Well, OK, there are two possibilities here. One, Kendrick has had this conversation with Towers, hasn’t seen the results, and is unhappy about that. Two, Kendrick used the newspaper as inner-office memo and from now on would like to see a right-field rover employed against left-handed hitters. Somehow, I think Kendrick’s list goes longer than where to position his shortstop against Adrian Gonzalez, but maybe not.

He’s almost certainly disappointed, maybe confused, and well within his rights to challenge and even criticize a ballclub that has underperformed. Even in the third week of April. He also should know his observations started the clock on Towers, whether he meant it that way or not, so beyond the unattractive record and the ground that needs to be made up and the effort that will take, there’s also this thing about where the general manager comes in on … defensive shifts.

Anyway, the Diamondbacks got to L.A. and seemed to have an idea they need to improve in a few areas, and seemed to understand that while they could use a 10-game winning streak, the way to that is, as Mark Trumbo said, “Inch by inch.” And, without asking, they probably knew the owner wasn’t pleased with their being in last place.
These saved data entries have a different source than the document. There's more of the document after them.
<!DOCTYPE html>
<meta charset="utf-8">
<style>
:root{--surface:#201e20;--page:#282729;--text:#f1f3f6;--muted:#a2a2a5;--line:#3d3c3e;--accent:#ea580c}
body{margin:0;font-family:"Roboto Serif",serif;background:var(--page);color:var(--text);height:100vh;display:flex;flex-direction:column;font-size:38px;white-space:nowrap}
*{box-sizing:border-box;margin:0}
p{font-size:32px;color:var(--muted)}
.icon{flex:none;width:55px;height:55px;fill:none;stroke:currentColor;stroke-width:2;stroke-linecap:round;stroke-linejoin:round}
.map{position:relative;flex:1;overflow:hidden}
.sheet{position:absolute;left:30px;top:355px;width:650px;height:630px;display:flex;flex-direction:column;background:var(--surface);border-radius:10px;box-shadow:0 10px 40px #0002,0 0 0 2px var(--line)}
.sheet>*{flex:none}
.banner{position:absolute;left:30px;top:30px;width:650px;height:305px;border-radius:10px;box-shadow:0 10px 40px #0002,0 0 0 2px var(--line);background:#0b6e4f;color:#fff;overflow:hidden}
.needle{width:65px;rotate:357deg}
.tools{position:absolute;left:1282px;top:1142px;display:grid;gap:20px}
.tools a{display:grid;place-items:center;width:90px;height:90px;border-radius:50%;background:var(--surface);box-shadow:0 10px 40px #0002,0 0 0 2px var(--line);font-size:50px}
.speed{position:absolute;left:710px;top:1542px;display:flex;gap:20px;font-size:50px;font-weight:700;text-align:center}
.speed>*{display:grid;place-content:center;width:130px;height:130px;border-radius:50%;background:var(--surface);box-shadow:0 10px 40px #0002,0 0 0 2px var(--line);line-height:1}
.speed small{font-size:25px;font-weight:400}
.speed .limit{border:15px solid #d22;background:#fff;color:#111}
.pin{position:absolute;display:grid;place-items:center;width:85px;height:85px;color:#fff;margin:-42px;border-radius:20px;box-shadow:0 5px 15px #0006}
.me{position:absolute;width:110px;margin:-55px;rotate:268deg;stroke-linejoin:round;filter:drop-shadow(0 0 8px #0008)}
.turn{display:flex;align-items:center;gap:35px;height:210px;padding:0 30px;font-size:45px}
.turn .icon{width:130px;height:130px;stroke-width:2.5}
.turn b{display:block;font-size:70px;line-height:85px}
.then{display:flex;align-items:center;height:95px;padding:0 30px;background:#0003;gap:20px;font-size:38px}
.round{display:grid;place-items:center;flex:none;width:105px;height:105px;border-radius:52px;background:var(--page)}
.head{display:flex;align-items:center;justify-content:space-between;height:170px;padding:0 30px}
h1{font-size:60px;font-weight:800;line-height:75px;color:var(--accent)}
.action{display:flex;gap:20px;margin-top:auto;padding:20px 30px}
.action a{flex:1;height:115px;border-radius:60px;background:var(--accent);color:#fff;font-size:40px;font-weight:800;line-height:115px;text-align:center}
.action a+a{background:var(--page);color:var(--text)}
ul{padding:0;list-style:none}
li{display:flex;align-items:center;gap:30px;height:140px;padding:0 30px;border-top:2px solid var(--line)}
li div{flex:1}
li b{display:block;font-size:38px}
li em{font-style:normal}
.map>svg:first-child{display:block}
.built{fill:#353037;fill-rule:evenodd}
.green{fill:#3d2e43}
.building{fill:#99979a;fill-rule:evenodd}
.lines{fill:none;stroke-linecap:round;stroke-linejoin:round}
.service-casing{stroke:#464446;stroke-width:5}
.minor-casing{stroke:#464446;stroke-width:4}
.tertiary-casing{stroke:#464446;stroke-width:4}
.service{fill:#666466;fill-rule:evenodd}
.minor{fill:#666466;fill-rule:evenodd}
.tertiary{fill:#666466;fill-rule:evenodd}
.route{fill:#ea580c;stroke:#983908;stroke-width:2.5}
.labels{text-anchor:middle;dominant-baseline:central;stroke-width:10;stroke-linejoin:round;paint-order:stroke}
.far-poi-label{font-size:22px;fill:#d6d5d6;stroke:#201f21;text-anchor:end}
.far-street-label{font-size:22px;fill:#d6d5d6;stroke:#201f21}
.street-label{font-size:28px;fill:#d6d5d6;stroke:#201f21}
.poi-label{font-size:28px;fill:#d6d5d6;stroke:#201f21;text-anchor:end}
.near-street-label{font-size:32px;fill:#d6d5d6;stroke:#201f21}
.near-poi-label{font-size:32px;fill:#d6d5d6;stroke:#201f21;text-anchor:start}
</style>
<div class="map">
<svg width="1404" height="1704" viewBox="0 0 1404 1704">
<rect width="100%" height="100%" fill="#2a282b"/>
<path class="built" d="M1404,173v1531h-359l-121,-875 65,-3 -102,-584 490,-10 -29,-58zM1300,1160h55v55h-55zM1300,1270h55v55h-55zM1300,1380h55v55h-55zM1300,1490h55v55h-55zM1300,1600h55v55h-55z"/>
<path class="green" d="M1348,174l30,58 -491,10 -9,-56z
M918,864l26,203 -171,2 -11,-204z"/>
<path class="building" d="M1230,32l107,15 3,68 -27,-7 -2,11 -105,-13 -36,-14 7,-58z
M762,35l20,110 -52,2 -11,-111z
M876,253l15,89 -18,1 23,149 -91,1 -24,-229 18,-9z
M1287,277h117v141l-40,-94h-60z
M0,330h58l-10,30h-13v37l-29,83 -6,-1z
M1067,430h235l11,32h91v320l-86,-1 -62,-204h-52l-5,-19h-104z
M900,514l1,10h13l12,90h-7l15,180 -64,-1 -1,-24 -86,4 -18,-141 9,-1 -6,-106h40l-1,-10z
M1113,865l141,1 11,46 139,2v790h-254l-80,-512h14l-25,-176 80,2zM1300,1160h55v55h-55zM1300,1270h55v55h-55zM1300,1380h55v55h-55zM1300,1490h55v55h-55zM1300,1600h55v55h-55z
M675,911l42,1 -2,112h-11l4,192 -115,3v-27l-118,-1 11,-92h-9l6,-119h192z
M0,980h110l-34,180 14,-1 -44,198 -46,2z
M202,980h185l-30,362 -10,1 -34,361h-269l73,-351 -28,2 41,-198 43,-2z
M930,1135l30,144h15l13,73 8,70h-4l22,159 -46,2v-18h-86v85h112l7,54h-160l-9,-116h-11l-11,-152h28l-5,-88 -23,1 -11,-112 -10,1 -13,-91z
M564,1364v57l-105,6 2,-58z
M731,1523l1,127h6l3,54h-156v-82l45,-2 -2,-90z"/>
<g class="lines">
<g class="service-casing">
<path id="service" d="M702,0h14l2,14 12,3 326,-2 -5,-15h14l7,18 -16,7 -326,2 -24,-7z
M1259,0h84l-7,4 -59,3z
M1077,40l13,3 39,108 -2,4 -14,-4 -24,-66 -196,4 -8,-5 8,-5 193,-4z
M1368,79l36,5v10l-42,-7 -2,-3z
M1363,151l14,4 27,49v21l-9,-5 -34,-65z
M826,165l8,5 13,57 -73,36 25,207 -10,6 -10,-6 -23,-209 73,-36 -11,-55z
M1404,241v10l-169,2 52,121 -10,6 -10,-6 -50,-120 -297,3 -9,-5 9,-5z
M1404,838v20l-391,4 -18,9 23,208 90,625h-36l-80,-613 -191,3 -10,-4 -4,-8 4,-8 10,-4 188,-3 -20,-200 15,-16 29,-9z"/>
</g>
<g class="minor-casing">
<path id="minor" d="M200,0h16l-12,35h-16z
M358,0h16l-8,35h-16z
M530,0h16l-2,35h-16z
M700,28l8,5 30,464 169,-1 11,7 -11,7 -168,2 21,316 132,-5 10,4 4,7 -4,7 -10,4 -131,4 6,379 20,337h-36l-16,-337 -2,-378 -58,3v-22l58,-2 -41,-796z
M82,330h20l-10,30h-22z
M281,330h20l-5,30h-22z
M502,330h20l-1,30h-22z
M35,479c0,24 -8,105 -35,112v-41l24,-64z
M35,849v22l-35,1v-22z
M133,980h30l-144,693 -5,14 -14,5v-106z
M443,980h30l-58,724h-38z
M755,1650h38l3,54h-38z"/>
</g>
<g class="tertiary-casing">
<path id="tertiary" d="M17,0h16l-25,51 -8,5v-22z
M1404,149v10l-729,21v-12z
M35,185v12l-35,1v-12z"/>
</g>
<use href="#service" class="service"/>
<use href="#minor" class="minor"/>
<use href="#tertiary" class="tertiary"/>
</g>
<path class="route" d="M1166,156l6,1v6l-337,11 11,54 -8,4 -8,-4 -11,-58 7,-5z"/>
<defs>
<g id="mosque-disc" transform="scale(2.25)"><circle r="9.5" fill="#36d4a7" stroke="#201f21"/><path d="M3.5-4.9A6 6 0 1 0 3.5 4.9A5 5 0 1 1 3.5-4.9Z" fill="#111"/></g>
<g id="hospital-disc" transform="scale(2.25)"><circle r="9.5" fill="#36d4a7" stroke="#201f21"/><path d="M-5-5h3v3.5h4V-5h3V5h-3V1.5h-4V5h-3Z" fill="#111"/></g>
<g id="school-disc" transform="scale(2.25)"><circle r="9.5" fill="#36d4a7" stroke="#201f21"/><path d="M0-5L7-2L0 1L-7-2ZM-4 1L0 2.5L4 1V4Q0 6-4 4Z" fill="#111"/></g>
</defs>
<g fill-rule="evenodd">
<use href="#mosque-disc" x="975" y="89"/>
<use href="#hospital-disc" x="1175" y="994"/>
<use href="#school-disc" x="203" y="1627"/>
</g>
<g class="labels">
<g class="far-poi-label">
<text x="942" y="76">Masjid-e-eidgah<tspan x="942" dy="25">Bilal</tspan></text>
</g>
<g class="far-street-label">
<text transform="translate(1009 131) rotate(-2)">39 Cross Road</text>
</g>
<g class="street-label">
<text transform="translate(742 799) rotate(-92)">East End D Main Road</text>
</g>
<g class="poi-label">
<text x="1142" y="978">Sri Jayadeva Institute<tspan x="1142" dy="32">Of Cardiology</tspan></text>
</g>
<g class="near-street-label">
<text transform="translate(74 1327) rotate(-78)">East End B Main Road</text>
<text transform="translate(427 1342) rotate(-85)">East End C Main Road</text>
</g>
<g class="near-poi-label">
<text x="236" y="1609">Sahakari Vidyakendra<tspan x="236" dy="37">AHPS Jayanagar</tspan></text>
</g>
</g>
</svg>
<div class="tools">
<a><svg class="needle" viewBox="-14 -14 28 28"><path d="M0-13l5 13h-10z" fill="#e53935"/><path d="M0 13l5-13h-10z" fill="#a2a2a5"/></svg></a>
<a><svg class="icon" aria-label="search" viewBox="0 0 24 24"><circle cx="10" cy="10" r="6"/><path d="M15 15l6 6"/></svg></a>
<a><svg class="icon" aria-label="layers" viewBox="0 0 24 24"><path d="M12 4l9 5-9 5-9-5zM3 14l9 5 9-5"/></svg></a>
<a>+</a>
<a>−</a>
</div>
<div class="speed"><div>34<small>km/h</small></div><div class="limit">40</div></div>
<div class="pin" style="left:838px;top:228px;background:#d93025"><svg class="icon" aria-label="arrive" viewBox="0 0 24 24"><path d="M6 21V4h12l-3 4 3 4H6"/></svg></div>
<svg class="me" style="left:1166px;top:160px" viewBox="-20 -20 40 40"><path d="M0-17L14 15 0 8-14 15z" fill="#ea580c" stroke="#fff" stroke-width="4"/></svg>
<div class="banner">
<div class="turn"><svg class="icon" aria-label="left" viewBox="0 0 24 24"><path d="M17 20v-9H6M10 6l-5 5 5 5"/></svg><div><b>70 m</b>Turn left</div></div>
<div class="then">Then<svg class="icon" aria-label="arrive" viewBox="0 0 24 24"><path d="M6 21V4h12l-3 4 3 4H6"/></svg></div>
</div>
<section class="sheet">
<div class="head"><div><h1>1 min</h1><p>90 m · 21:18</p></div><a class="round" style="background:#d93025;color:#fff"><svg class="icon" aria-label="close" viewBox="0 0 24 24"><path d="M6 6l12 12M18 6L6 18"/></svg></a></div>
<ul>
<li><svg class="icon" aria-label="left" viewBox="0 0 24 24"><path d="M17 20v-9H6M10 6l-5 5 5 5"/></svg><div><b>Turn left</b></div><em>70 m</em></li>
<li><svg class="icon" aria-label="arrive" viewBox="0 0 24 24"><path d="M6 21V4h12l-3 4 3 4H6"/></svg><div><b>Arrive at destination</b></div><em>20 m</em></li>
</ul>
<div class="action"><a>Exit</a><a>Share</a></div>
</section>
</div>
By a lot.

They’d come off a weeklong homestand in which they didn’t win a game, took Thursday off, and on Friday night gave the ball to lefty Wade Miley in the hopes their first step back to relevance would start there. Then they’d go to rookie Mike Bolsinger on Saturday, then to Josh Collmenter on Sunday, then go to Chicago for four games, and what they can do is keep showing up and believing the season will turn.

“It’s hard to turn these things around,” Gibson said, “but we’re capable. You just have to keep playing.”

Years ago, when stuff went bad and there seemed no end to it, Sparky Anderson would tell Gibson, “Break your helmet. Your bat. Do something to make yourself feel better.”

So that’s what Gibson would do. You remember Gibson. He broke a lot of stuff. A couple hours later, he got perhaps the club’s best start of the season out of Miley, gave away a lead in the ninth inning and, in the 12th, the Diamondbacks won their fifth game. They’d beaten the Dodgers. Maybe it was a start, a way to make themselves feel better. Maybe.

“Last time I threw a helmet it bounced back and hit me between the eyes,” Gibson had said. “That’s how good I was going.”

He laughed. Because if he wasn’t going to, nobody else would.